It takes a special kind of writer to write a daily series about a subject, then spend three days before he even mentions the subject. It takes an even more special kind of writer who would have that section of the series being the smallest of the five daily articles. The good news is that all the “serious” readers are tuned out by now. Enjoy your ham sandwich, sir.
Part 4. Making the Damn Cards Already
So far we’ve been on a tour of the tools you’re going to use to create your cards; so what’s left when the time comes to talking about the card itself? Well, three things to avoid. Clutter, redundancy, and elegance.
Let’s concept a Dragon. Dragons are cool. Well, what can dragons do that’s interesting? How about maintain a hoard? Yeah, that’s neat.
~ can’t attack or block unless you control an artifact.
Hey, wait, why not make it so other stuff can steal that hoard? That’d be awesome.
Whenever a creature deals combat damage to you, that creature’s controller gains control of target artifact you control.
Now, flying, obv.
And firebreathing, also obv.
R: ~ gets +1/+0 until end of turn.
And some flavor text…
“Many a Dragon has been paralysed with horror, after a hearty meal of knights and cavalry, to come home to the sight of an empty cave.”
Wow, that’s neat. But hang on a second.
You see the problem?
You have a tiny window to work with. Saving space is important. Consider the following two, mechanically identical expressions:
Pride of the Clouds gets +1/+1 for each other creature in play with flying. (on a 1/1)
Pride of the Clouds’ power and toughness are each equal to the number of creatures with flying in play. (on a */*)
Now, the two effects are the same and have basically no mechanical difference to one another. One, however, fits better on the card — having fewer words. Part of me wonders why you would use a */* when you could use the simpler +/+ wording on the card… but that’s because some people honestly prefer it. Go figure.
Sometimes, briskness is not all that’s required. But you do need to be able to guarantee the card text only occupies a certain amount of space on the cards. And that’s why sometimes, you have to let flavor go for function. It sucks, I know, it has to happen at times.
Pikeman Sergeant — 1W
Creature — Human Soldier
When ~ blocks a creature, all other creatures blocking that creature gain first strike until end of turn.

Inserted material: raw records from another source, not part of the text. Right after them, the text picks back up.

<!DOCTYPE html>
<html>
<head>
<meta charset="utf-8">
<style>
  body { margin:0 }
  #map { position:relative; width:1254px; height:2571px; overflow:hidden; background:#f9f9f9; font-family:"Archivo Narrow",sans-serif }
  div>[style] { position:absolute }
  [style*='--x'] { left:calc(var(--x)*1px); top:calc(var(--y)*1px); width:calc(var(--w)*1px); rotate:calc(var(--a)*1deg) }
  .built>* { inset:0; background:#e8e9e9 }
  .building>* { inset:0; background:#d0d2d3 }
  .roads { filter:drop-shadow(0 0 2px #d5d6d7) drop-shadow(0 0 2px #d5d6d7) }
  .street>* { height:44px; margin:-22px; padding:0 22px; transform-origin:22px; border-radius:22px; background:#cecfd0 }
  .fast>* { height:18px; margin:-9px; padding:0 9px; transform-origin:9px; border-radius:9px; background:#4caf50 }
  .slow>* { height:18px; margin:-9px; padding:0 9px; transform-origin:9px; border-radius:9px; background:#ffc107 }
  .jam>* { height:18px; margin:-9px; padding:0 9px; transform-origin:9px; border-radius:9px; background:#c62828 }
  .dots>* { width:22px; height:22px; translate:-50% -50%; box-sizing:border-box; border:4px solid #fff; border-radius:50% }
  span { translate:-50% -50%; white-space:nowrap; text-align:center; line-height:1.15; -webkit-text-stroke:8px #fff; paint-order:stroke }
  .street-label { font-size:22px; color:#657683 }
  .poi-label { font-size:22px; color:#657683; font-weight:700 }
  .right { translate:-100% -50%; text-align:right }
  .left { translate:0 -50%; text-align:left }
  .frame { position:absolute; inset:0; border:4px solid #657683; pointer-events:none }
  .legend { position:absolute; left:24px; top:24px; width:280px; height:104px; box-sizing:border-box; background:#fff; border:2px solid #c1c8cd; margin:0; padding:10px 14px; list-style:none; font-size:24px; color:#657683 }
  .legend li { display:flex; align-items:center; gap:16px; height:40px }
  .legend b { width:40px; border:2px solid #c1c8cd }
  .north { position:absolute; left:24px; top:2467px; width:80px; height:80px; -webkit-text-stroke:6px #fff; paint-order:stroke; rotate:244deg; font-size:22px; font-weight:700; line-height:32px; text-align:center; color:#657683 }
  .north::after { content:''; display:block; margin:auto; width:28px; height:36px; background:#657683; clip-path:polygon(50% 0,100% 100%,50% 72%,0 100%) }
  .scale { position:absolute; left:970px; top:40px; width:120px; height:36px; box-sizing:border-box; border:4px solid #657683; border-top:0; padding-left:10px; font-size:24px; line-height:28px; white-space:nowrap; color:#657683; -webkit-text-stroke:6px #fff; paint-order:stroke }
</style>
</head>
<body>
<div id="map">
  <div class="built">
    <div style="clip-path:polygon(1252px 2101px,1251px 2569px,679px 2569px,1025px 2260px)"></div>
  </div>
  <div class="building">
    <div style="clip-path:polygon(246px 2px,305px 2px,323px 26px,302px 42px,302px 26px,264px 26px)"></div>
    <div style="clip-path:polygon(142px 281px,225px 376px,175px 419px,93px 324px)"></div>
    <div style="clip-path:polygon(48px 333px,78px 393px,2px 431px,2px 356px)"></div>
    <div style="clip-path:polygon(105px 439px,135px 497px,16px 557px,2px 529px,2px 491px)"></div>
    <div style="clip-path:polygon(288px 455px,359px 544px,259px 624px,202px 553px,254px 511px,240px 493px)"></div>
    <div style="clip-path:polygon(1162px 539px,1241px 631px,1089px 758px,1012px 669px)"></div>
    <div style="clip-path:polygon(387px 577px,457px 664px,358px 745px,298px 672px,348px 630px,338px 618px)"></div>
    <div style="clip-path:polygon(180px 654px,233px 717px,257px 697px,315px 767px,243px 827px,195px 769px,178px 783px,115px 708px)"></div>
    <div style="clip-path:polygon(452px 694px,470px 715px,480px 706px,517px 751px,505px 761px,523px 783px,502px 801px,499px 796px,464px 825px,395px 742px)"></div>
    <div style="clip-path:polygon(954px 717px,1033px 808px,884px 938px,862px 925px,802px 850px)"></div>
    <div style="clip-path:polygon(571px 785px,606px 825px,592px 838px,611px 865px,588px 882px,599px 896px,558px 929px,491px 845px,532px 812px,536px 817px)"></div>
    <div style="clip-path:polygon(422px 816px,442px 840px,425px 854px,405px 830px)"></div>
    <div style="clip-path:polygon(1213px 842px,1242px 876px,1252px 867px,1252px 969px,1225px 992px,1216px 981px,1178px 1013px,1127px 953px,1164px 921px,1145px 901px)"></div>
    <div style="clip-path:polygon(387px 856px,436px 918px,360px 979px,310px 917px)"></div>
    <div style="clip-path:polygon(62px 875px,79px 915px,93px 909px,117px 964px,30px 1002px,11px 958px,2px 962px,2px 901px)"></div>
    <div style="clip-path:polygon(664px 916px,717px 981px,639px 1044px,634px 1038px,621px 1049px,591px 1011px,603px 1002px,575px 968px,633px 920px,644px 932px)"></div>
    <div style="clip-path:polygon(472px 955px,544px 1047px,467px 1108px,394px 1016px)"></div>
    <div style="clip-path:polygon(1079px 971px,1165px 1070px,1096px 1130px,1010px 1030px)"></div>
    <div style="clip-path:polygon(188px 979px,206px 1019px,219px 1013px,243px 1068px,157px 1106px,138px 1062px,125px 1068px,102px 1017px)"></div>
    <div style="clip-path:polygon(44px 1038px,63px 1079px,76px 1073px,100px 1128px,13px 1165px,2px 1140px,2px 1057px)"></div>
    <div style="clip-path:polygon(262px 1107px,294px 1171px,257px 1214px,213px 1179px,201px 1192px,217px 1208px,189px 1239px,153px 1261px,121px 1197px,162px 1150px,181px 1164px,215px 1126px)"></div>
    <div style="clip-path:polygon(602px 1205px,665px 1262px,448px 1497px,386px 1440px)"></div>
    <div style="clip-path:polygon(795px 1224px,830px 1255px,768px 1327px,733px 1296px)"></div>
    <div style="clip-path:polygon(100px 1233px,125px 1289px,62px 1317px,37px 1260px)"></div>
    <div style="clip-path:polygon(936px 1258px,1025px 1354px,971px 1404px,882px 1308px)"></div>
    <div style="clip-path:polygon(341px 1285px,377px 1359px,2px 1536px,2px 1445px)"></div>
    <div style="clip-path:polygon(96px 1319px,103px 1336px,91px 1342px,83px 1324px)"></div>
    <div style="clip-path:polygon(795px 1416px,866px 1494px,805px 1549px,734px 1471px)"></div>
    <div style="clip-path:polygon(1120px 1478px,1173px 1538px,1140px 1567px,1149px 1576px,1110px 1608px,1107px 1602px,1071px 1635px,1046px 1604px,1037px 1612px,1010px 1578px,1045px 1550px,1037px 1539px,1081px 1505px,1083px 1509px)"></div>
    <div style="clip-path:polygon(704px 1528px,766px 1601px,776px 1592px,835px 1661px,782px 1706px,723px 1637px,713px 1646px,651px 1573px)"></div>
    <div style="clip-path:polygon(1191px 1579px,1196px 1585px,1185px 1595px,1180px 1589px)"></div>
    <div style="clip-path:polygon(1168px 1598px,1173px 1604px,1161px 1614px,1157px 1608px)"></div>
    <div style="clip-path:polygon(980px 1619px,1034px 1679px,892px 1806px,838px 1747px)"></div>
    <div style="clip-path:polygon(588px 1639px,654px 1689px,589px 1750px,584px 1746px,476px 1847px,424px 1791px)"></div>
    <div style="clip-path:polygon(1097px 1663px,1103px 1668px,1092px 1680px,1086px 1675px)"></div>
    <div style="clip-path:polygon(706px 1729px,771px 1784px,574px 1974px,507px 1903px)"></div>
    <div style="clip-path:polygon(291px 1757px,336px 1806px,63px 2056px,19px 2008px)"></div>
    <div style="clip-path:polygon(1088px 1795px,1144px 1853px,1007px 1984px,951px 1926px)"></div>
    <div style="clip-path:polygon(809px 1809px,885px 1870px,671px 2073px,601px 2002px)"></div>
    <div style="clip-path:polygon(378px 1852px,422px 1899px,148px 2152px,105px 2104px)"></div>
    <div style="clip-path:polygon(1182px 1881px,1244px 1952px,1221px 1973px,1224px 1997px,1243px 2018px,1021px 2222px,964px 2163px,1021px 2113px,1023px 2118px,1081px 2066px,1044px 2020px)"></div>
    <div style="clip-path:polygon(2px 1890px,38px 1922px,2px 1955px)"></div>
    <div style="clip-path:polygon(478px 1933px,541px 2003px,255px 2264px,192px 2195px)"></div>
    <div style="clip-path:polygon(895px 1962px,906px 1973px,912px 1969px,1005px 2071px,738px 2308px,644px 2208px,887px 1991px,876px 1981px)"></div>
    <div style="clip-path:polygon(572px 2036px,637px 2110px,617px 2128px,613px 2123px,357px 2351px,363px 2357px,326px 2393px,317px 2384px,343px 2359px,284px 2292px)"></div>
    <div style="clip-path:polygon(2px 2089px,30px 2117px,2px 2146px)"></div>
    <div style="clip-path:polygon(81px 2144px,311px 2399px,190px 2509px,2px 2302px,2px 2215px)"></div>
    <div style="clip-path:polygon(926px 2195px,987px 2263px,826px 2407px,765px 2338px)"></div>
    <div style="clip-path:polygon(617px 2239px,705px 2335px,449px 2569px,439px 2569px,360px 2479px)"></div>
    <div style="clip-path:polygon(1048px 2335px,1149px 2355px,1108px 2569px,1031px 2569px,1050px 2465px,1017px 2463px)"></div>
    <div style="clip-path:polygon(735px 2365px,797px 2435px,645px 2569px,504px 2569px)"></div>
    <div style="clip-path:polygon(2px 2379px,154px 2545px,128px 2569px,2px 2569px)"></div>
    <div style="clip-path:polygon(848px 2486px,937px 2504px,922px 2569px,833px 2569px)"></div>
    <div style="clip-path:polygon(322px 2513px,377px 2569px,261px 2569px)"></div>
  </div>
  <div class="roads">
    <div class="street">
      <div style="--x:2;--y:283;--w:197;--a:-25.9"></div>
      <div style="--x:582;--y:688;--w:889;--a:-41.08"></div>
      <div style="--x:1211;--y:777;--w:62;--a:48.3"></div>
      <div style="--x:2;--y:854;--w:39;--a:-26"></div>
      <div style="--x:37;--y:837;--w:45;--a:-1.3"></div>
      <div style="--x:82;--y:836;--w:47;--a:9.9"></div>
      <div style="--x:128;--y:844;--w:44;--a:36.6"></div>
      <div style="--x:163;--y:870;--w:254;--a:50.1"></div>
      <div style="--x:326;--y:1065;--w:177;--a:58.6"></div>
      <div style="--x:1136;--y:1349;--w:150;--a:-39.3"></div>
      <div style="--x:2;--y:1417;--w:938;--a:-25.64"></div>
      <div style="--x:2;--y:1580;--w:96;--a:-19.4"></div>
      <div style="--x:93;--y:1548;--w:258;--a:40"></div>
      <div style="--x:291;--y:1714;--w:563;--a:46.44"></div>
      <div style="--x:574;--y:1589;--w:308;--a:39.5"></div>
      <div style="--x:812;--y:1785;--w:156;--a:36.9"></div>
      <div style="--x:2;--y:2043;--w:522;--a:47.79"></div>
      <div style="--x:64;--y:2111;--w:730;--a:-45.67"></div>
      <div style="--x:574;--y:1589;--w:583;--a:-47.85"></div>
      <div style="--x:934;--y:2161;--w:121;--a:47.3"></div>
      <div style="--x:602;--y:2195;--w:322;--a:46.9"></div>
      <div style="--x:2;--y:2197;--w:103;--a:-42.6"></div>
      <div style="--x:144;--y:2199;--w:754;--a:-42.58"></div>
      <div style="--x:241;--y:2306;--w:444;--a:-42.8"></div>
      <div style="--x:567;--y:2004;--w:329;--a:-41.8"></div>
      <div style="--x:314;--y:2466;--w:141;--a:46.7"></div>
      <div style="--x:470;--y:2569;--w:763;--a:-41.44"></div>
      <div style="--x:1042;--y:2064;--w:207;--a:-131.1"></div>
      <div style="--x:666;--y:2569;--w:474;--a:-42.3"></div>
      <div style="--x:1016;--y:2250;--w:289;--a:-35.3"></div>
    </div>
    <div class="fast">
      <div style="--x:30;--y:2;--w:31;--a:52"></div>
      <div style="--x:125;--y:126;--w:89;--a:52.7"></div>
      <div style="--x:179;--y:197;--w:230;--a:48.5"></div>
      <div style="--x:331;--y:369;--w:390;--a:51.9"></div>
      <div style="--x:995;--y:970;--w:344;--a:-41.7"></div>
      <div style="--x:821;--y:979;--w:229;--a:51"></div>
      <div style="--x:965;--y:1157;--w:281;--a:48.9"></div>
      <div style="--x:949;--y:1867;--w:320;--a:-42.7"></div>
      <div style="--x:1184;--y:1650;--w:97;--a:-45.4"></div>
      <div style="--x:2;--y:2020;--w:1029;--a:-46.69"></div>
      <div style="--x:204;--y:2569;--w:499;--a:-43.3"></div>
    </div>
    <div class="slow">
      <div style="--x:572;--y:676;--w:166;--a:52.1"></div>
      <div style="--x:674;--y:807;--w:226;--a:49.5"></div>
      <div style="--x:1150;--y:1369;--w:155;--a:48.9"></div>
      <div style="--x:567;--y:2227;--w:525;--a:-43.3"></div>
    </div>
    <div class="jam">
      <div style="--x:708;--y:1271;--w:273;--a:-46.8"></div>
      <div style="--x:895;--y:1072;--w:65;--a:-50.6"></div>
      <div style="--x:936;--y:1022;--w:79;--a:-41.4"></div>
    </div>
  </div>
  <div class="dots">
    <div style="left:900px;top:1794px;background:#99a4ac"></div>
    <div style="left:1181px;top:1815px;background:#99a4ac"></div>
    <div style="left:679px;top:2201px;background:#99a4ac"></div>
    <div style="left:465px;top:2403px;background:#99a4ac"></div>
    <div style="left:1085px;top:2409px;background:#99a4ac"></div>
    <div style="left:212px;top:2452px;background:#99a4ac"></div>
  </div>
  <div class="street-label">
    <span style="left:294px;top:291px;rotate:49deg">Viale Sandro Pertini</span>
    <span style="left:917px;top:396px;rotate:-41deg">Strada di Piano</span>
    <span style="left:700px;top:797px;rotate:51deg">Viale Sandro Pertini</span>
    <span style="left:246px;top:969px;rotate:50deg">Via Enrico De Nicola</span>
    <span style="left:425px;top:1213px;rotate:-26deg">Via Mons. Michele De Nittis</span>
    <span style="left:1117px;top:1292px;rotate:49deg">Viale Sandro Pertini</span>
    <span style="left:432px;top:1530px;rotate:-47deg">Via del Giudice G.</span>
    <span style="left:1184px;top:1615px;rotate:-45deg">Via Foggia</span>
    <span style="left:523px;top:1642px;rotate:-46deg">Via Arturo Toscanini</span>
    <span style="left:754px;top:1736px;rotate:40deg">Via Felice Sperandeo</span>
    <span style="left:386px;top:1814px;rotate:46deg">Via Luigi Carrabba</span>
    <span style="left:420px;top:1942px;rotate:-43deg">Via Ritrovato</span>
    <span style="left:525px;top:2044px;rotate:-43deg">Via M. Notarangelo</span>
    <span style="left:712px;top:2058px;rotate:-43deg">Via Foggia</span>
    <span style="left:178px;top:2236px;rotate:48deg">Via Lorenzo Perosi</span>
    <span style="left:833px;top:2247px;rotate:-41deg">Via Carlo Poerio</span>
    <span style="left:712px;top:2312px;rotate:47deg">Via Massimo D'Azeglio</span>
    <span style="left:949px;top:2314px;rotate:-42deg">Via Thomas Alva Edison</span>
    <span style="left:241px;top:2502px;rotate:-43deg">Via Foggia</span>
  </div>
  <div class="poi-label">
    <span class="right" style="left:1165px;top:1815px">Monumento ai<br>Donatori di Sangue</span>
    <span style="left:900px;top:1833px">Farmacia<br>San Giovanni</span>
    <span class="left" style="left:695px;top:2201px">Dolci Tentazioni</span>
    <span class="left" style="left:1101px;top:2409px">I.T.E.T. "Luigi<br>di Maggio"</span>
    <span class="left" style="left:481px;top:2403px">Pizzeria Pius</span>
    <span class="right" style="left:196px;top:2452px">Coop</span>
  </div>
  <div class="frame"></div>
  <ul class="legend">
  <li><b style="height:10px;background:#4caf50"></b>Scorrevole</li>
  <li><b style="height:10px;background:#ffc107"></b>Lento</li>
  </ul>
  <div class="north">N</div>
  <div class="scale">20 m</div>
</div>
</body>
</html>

Why not remove the word “other” and the first instance of First Strike? Well, for a start, this means he has the First Strike even when he’s attacking. Second, it avoids confusion.
How about this, though?
Pikeman Master — 2WW
Creatures you control have First Strike.
Why does he have first strike himself? There’s no problem with him making it clear, but then you’re using up undue space. Whenever you can conserve space by cutting out words the card already states, see if you can get away with.
Whether or not you can however, keys into our next card.
This is a thorny one. Simply put, Elegance is balancing the most meaning with the fewest words. Sometimes some cards can be done with aplomb, carrying themselves elegantly. Other times, there are mechanics that, no matter how you try, will require a bit of hack work to work. Some wordings, when approached the first time, will be unfamiliar, which will make them feel hacked together.
The best advice I can get with this is to work at it. Much as with writing, the more you design the more you will see of new and different wordings. The more you try to design elegantly, the better chance you will have.
Elegance is nice and all, but why strive for it? Elegance sounds like froofy artistry that won’t actually help in any way at all beyond making you feel fancy about using big terms. However, elegance is a way to fight clutter.
In theory, a card being Too Elegant could be a problem. Sometimes a little bit of clutter can help a card be understood better. And if it’s understood, it’ll be played correctly. Book Burning and Dead Ringers are examples of cards whose wording is technically correct, but which is done so in such a way that confuses the reader; the beauty of elegance as a term is that, because they’re confusing, they’re not elegant, even though they convey their meaning in a minimal number of words.
And now the moment you’re all rushing to the forums to rattle at me about… yes, I did just say the same thing in three different ways. If you needed help designing an individual card, you’d not be here. But these three tenets — this one binding tenet — is far more relevant when you hold it together. What are the three components, summarized?
Keep it Simple, Stupid.
As a side note, avoid oversynergy. You ever wonder why Auratouched Mage hasn’t got much of anything to go tutor up in Ravnica block? I mean, there’s Pollenbright Wings, but that’s nothing fancy. There’s Flickerform, but you may have noticed how much mana that is to have up before you can drop your six-mana 3/3.
That’s because they wanted to avoid making anything “too easy.”
So, go through the process of creating cards — review old cards, consider new ways to use your mechanic, consider inverting what your mechanic originally intended, – and then… do it again. About four hundred times.
Then, when you’ve got about twice as many as you need for a set, you might be ready to cut it back and develop it.
Tomorrow, we draw this onanistic cart to a halt, and I have to stop pretending you’re all listening to me about something where I have no official qualifications. I also get to tell you why I’m not talking about my actual cards, nor showing it on the interwebs anywhere. The emperor’s new clothes come out… tomorrow.